FHFA’s all-transactions house price index, which includes data from mortgages used for both home purchases and refinancings, increased 0.9 percent in the latest quarter but is down 4.3 percent over the four-quarter period.

Significant Findings:

  • The seasonally adjusted purchase-only HPI declined in the third quarter in 21 states and the District of Columbia
  • Of the nine census divisions, the West North Central division experienced the strongest price gains in the latest quarter, posting a 1.5 percent price increase. Prices were weakest in the Pacific census division, where prices fell 0.5 percent.
  • As measured with purchase-only indexes for the 25 most populated metropolitan areas in the U.S., four-quarter price declines were greatest in the Phoenix-Mesa- Glendale, AZ area. That area saw price declines of 10.6 percent between the third quarters of 2010 and 2011. Prices held up best in the Warren-Troy-Farmington Hills, MI metropolitan division, where prices rose 4.0 percent over that period.


This quarter’s Highlights article has two sections. The first section compares recent price trends reported in the purchase-only HPI against price changes computed for the “expandeddata” HPI. The latter, which was described in detail in the 2011Q2 HPI release, is estimated using data from FHA-endorsed mortgages as well as licensed information from county recorder offices. Both indexes show a 0.2 percent price gain in the latest quarter.

The second section analyzes the impact of the recent boom in commodities prices on home values. States and counties with significant mining and oil extraction industries generally experienced more stable house prices than other areas.


FHFA’s purchase-only and all-transactions HPI track average house price changes in repeat sales or refinancings on the same single-family properties.
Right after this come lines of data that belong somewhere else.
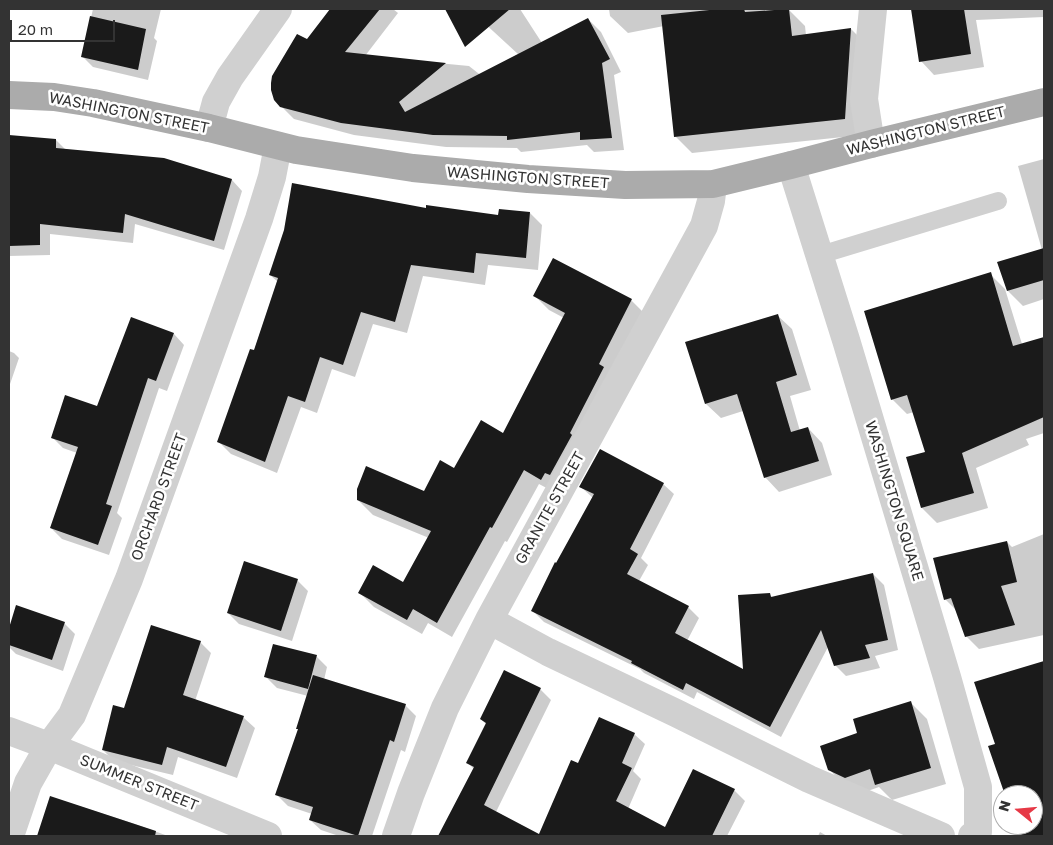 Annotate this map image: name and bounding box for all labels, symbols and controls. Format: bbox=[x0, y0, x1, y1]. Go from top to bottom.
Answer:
scale bar bbox=[12, 10, 118, 42]
text: 20 m bbox=[18, 20, 53, 38]
street label: WASHINGTON STREET bbox=[47, 89, 211, 137]
street label: WASHINGTON STREET bbox=[845, 103, 1007, 159]
street label: WASHINGTON STREET bbox=[446, 163, 610, 193]
street label: WASHINGTON SQUARE bbox=[861, 419, 927, 583]
street label: ORCHARD STREET bbox=[128, 431, 190, 563]
street label: GRANITE STREET bbox=[512, 449, 588, 567]
street label: SUMMER STREET bbox=[77, 751, 201, 815]
north arrow bbox=[993, 785, 1043, 835]
text: N bbox=[994, 798, 1014, 813] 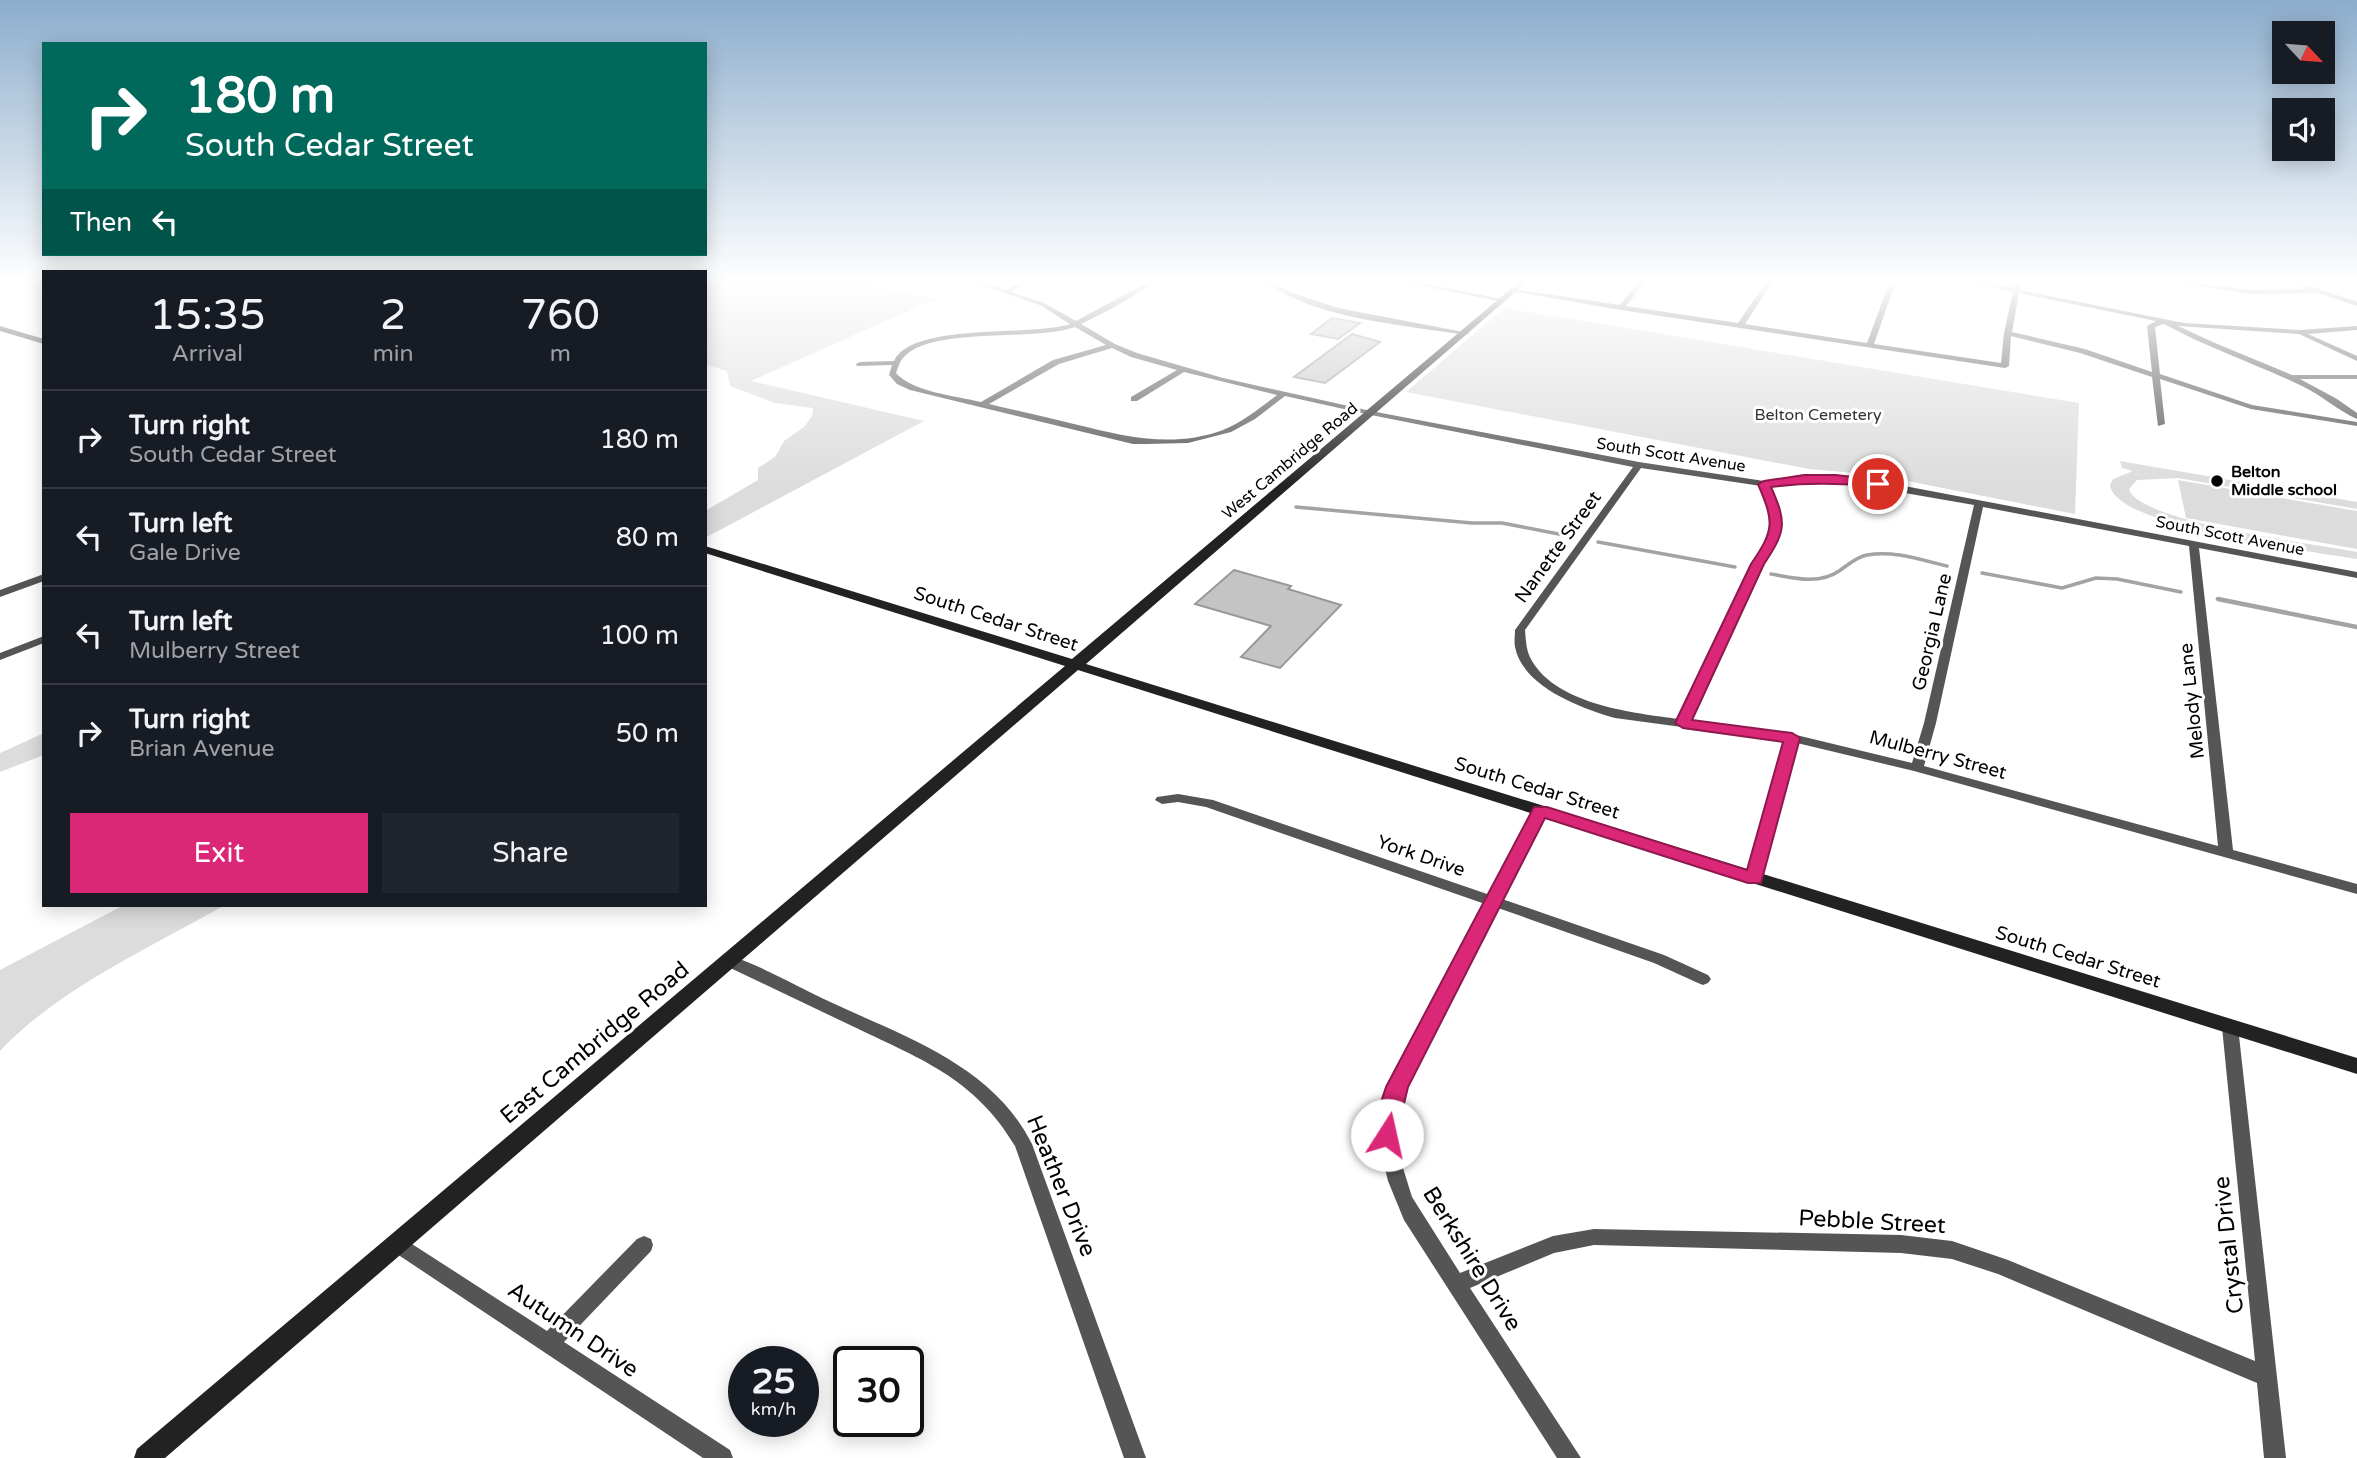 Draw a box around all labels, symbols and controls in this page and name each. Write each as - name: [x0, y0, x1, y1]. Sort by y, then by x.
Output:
- north arrow: [2272, 21, 2334, 84]
- map controls: [2272, 21, 2335, 161]
- text: 180 m: [185, 67, 335, 126]
- icon: right: [70, 70, 161, 161]
- button: sound: [2272, 98, 2335, 161]
- text: South Cedar Street: [185, 127, 474, 165]
- icon: left: [146, 203, 184, 241]
- text: Then: [70, 207, 132, 238]
- text: 15:35: [149, 290, 266, 341]
- text: 2: [380, 290, 406, 341]
- text: 760: [521, 290, 600, 341]
- text: Arrival: [172, 340, 243, 368]
- text: min: [373, 340, 414, 368]
- text: m: [550, 340, 571, 368]
- street label: West Cambridge Road: [1218, 398, 1362, 524]
- park label: Belton Cemetery: [1754, 405, 1882, 425]
- text: Turn right: [129, 410, 250, 441]
- icon: right: [70, 420, 108, 458]
- text: 180 m: [599, 424, 679, 455]
- street label: South Scott Avenue: [1595, 433, 1747, 477]
- text: South Cedar Street: [129, 441, 337, 469]
- pin: [1848, 454, 1908, 514]
- place label: Belton Middle school: [2231, 462, 2337, 500]
- icon: arrive: [1859, 465, 1897, 503]
- marker: Belton Middle school: [2209, 473, 2225, 489]
- street label: Nanette Street: [1510, 487, 1606, 607]
- text: Turn left: [129, 508, 232, 539]
- street label: South Scott Avenue: [2154, 512, 2306, 560]
- icon: left: [70, 518, 108, 556]
- text: 80 m: [616, 522, 679, 553]
- text: Gale Drive: [129, 539, 241, 567]
- street label: Georgia Lane: [1908, 571, 1956, 693]
- street label: South Cedar Street: [911, 582, 1081, 656]
- text: Turn left: [129, 606, 232, 637]
- icon: left: [70, 616, 108, 654]
- text: 100 m: [599, 620, 679, 651]
- text: Mulberry Street: [129, 637, 300, 665]
- street label: Melody Lane: [2175, 642, 2209, 760]
- text: Turn right: [129, 704, 250, 735]
- icon: right: [70, 714, 108, 752]
- text: 50 m: [616, 718, 679, 749]
- street label: Mulberry Street: [1867, 726, 2009, 784]
- text: Brian Avenue: [129, 735, 275, 763]
- street label: South Cedar Street: [1452, 752, 1622, 824]
- button: Exit: [70, 813, 368, 893]
- button: Share: [382, 813, 679, 893]
- street label: York Drive: [1374, 831, 1468, 881]
- street label: South Cedar Street: [1993, 921, 2163, 993]
- street label: East Cambridge Road: [495, 956, 695, 1130]
- position arrow: [1350, 1098, 1424, 1172]
- street label: Heather Drive: [1020, 1111, 1102, 1261]
- street label: Crystal Drive: [2208, 1175, 2250, 1315]
- street label: Berkshire Drive: [1416, 1182, 1528, 1336]
- street label: Pebble Street: [1798, 1204, 1947, 1240]
- street label: Autumn Drive: [502, 1276, 644, 1384]
- speed limit sign: 30: [833, 1346, 924, 1437]
- text: 25: [752, 1361, 795, 1403]
- text: km/h: [751, 1398, 796, 1420]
The purchase-only index is based on more than 6 million repeat sales transactions, while the all-transactions index includes more than 43 million repeat transactions. Both indexes are based on data obtained from Fannie Mae and Freddie Mac for mortgages originated over the past 36 years.

FHFA analyzes the combined mortgage records of Fannie Mae and Freddie Mac, which form the nation’s largest database of conventional, conforming mortgage transactions. The conforming loan limit for mortgages purchased since the beginning of 2006 has been $417,000. Pursuant to the terms of various short-term congressional initiatives, loan limits for mortgages originated between July 1, 2007 and Sept. 30, 2011 were as high as $729,750 in certain high-cost areas in the contiguous United States. Mortgages originated after Sept. 30, 2011 are no longer subject to the terms of those initiatives and, under the formula established by the Housing and Economic Recovery Act of 2008, the highest loan limit for one-unit properties in the contiguous U.S. has fallen to $625,500.